New Delhi: Sitaram Yechury, the leader of India’s largest communist party, has passed away at the age of 72. He was undergoing treatment for an acute respiratory tract infection at a Delhi hospital, where he was admitted on August 19.

Yechury, the general secretary of the Communist Party of India (Marxist) or CPI (M), was a prominent figure in Indian politics for several decades. Many politicians, including main opposition leader Rahul Gandhi and former rival Mamata Banerjee, have paid their tributes.

Yechury began his political career as a student leader with the left-wing Student Federation of India. He was arrested during the Emergency in 1975, when the Congress government led by Indira Gandhi imposed widespread restrictions on civil liberties. After his release, he became the president of Delhi’s Jawaharlal Nehru University, where he studied economics.

He played a particularly significant role during the peak years of coalition politics, when the stability of India’s federal governments depended on bringing together disparate ideologies and priorities. In 1996, he played a leading role in forming a coalition of 13 parties, which governed India for nearly two years with two prime ministers—HD Deve Gowda and IK Gujral—sharing the tenure.

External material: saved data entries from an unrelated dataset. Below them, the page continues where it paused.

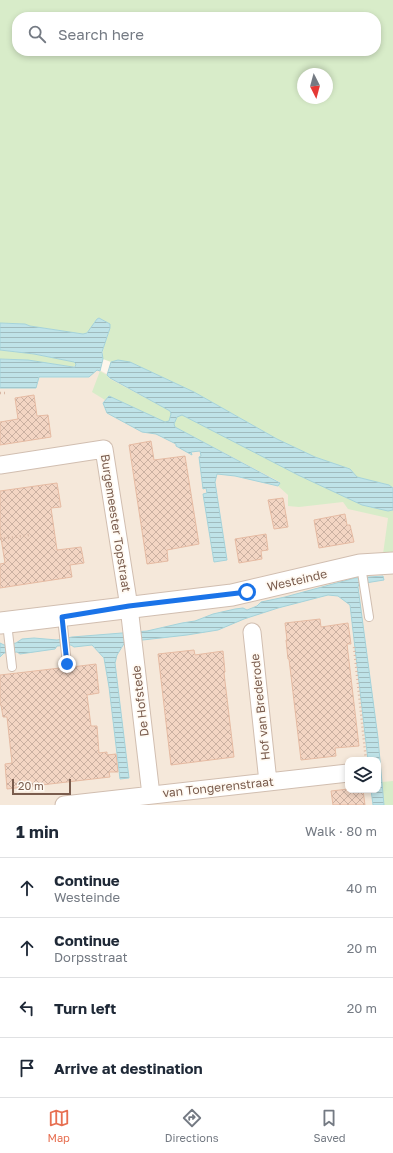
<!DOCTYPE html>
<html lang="en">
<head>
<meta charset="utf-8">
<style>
  :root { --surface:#fff; --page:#f2f2f3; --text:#1f2937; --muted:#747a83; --line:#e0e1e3; --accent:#e76f51 }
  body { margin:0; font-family:"Golos Text",sans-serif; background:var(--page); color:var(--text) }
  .controls { position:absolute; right:12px; bottom:12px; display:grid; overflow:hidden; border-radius:8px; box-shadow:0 2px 6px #0003 }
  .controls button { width:36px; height:36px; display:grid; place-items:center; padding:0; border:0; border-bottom:1px solid var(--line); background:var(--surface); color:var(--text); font:20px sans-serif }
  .compass { position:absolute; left:297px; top:68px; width:36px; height:36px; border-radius:50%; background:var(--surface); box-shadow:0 2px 6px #0003; rotate:174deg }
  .scale { position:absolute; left:12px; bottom:10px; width:59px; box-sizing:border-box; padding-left:4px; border:2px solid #7a5c4d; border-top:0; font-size:11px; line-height:14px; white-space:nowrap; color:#7a5c4d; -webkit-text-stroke:3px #fffaf3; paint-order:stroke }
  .stop { position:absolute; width:12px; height:12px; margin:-9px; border:3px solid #1a73e8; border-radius:50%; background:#fff }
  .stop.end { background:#1a73e8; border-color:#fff; box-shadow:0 1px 4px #0008 }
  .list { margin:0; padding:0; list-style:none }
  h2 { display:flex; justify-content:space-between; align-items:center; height:52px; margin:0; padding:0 16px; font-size:17px }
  h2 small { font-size:13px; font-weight:400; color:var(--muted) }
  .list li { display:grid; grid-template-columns:26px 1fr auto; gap:12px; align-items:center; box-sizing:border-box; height:60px; padding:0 16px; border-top:1px solid var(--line) }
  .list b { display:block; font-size:15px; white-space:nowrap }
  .list p { margin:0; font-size:13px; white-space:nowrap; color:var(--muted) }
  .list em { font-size:13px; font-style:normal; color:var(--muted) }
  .icon { flex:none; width:22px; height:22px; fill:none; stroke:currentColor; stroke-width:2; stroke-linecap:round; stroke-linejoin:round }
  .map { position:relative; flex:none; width:393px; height:805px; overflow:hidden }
  .search { position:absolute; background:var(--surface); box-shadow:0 2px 6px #0003; left:12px; right:12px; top:12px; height:44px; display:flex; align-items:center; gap:10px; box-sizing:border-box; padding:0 14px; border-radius:16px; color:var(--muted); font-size:15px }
  .sheet { height:292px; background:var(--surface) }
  nav { display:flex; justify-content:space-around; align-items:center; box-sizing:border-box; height:56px; border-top:1px solid var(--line); background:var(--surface); font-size:11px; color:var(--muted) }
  nav a { display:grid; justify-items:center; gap:2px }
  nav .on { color:var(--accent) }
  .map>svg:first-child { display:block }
  .residential { fill:#f5e8da; fill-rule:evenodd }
  .grass { fill:#d8ecc9; fill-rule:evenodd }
  .water { fill:url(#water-rules); stroke:#a5d3da }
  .building { fill:url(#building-cross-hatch); stroke:#e6bba3 }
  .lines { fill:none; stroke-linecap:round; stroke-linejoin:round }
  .service-casing { stroke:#d1beb0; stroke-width:10 }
  .minor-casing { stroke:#d1beb0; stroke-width:19 }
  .tertiary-casing { stroke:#d1beb0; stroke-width:23 }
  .path { stroke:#d9b8a5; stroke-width:2.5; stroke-dasharray:1 3; stroke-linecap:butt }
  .service { stroke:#fff; stroke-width:8 }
  .minor { stroke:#fff; stroke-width:17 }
  .tertiary { stroke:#fff; stroke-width:21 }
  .route { stroke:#1a73e8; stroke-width:5 }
  .labels { text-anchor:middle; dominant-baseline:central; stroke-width:3.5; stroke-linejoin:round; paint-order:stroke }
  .street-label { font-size:12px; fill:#7a5c4d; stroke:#fffaf3 }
</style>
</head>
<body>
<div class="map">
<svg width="393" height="805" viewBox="0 0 393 805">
  <defs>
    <pattern id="water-rules" width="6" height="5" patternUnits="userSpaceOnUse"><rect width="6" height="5" fill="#bfe3e8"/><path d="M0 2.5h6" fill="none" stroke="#a0bbbe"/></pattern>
    <pattern id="building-cross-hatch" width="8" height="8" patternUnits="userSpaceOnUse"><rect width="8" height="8" fill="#f3d5c3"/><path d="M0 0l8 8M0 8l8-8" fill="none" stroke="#cab0a1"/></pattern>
  </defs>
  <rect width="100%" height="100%" fill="#fdf6ec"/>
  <path class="residential" d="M0,368L97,369L393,510V805H0ZM348,760H378V790H348Z"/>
  <path class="grass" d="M0,0H393V488L389,485L357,477L350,469L315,457L277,439L194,392L130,362H111L103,359C101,346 110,336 110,324L99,318L97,319L87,333L83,334L30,326L25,324L0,323ZM17,17H376V51H17ZM303,74H327V98H303Z
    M0,350L34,354L74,362L76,365L73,367L28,360L0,359Z
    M100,371L107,375L110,379L170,411L171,414L169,421L165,422L109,396L105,400L92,392Z
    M182,415L298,475L362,505L388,511L393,510V556L383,554L388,518L348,509L343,502L299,507L288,506V495L278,486L280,482L175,427L174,424L177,417Z
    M393,781V805H384L382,782Z"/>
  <path class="water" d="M99,318L110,324V328L102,352L103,359L100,371L97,370L89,377H39L36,388H0V359L28,360L73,367H75L76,364L74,362L34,354L0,350V323L25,324L30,326L83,334L87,333L97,319Z
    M118,360L130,362L194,392L277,439L315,457L350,469L357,477L389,485L393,488V510L388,511L362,505L298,475L182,415L177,417L174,424L175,427L280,483L278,486L235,476L217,474L215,482L227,560L214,562L203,494L207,493L206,488L203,489L199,457L201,456L200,451L191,452L192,455L176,446V444L156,434L142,432L107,413L103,403L109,396L165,422L169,421L171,414L170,411L110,378L107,375L111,362Z
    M383,576L384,580L359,584L358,587L378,738L384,805H373L371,790H378V760H368L350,605L338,596L328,595L278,608L244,619L218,630L187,635L125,642L117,655L115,663L129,778L120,779L109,687L104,658L92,645L74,647L71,645L57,646L55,649L20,654L17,652L4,653L0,657V643L4,645L16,643L22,639L34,638L57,640L72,637L147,631L182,623L195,621L213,614L235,609L243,608L247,610L257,606L261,602L285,597L355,578Z"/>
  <path class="building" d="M34,395L37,416L48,415L51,437L0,445V422L18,419L15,398Z
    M151,441L154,460L185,456L199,544L167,550L168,561L147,564L129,445Z
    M57,483L61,507L51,508L57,550L81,547L84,563L70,565L72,577L0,588V564L5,563L0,532V491Z
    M283,498L288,527L274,529L268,500Z
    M345,514L347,525H350L354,542L319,548L314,520Z
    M266,534L268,550L261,551L262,559L239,563L235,539Z
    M320,619L321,627L348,623L351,644H347L359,746L335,748L336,756L301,760L289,659H288L286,640H287L285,623Z
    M194,650L195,655L223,651L225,672L224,673L234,757L171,765L158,654Z
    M96,664L99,693L87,695L91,726H97L99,753L107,752V755L116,754L118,772H109L110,777L7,789L5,764L12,763L7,717H3L1,705H0V675L60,668L68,669L72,667Z
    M348,789V790H363L365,805H333L331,791Z"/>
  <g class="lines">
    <defs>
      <path id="service" d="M361,566L369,617
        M62,617L67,664
        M7,623L12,667"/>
      <path id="minor" d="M0,465L104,449L129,607L151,795
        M252,632L268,782
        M64,805L348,773"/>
      <path id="tertiary" d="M0,623L232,595L360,565L393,563"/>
    </defs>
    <use href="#service" class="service-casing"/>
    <use href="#minor" class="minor-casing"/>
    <use href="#tertiary" class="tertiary-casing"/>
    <path class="path" d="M0,393H7
      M0,539L30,535
      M354,647L366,760"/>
    <use href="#service" class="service"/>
    <use href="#minor" class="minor"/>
    <use href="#tertiary" class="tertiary"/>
  </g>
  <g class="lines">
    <path class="route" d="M67,664L62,617L129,606L247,592"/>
  </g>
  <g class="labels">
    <g class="street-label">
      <text transform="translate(116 523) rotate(81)">Burgemeester Topstraat</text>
      <text transform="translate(297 580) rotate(-13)">Westeinde</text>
      <text transform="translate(140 701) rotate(-97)">De Hofstede</text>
      <text transform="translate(260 707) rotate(-96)">Hof van Brederode</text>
      <text transform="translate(218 787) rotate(-6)">van Tongerenstraat</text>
    </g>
  </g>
</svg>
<div class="controls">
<button><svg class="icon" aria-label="layers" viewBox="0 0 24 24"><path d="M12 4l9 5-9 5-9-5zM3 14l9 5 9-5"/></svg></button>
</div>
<svg class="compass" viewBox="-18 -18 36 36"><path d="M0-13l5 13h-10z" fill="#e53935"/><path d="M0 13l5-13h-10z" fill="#747a83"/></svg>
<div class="scale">20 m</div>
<div class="stop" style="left:247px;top:592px"></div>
<div class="stop end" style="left:67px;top:664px"></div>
<div class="search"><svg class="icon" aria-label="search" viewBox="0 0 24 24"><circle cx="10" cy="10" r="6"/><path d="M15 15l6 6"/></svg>Search here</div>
</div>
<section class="sheet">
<h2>1 min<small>Walk · 80 m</small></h2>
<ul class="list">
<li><svg class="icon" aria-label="ahead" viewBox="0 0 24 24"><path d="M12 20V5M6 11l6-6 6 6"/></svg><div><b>Continue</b><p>Westeinde</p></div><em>40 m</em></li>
<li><svg class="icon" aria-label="ahead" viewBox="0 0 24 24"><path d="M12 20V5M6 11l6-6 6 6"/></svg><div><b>Continue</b><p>Dorpsstraat</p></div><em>20 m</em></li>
<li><svg class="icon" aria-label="left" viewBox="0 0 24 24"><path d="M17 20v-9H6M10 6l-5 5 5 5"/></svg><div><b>Turn left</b></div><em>20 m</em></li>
<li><svg class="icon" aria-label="arrive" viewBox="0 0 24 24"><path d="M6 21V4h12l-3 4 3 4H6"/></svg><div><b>Arrive at destination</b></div></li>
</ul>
</section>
<nav>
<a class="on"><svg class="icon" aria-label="map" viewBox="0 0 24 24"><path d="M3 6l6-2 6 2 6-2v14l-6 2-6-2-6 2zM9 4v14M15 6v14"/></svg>Map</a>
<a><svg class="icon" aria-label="directions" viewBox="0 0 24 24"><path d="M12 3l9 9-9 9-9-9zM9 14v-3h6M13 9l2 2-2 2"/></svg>Directions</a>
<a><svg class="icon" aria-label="saved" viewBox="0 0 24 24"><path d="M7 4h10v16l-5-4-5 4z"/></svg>Saved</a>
</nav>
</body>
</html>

In 2004, Yechury’s party won a historic 44 seats in the parliamentary election. The Left parties, including the CPI(M), then supported the Congress-led government from “outside”—a term used for supporting the administration without taking ministerial roles. However, in 2008, they withdrew their support in protest against the Indo-US nuclear deal, which required India to place its civil nuclear facilities under the watch of the International Atomic Energy Agency in exchange for full civil nuclear cooperation with the United States. The Left’s decision was controversial and seen by many as questionable, as it failed to repeat its 2004 electoral success.

By the time Yechury became the CPI(M)’s general secretary in 2015, the party had lost many of its former strongholds, including West Bengal state, and its parliamentary seats were on the decline. He was a member of the Rajya Sabha, or the upper house of parliament, from 2005 to 2017.

Congress leader Rahul Gandhi, with whom Yechury shared a warm relationship, called him a “friend” while paying his tribute. “A protector of the Idea of India with a deep understanding of our country. I will miss the long discussions we used to have,” he wrote on X (formerly Twitter).

Mamata Banerjee, whose Trinamool Congress ended the Left’s 34-year-old rule in West Bengal in 2011, called his death “a loss for national politics.”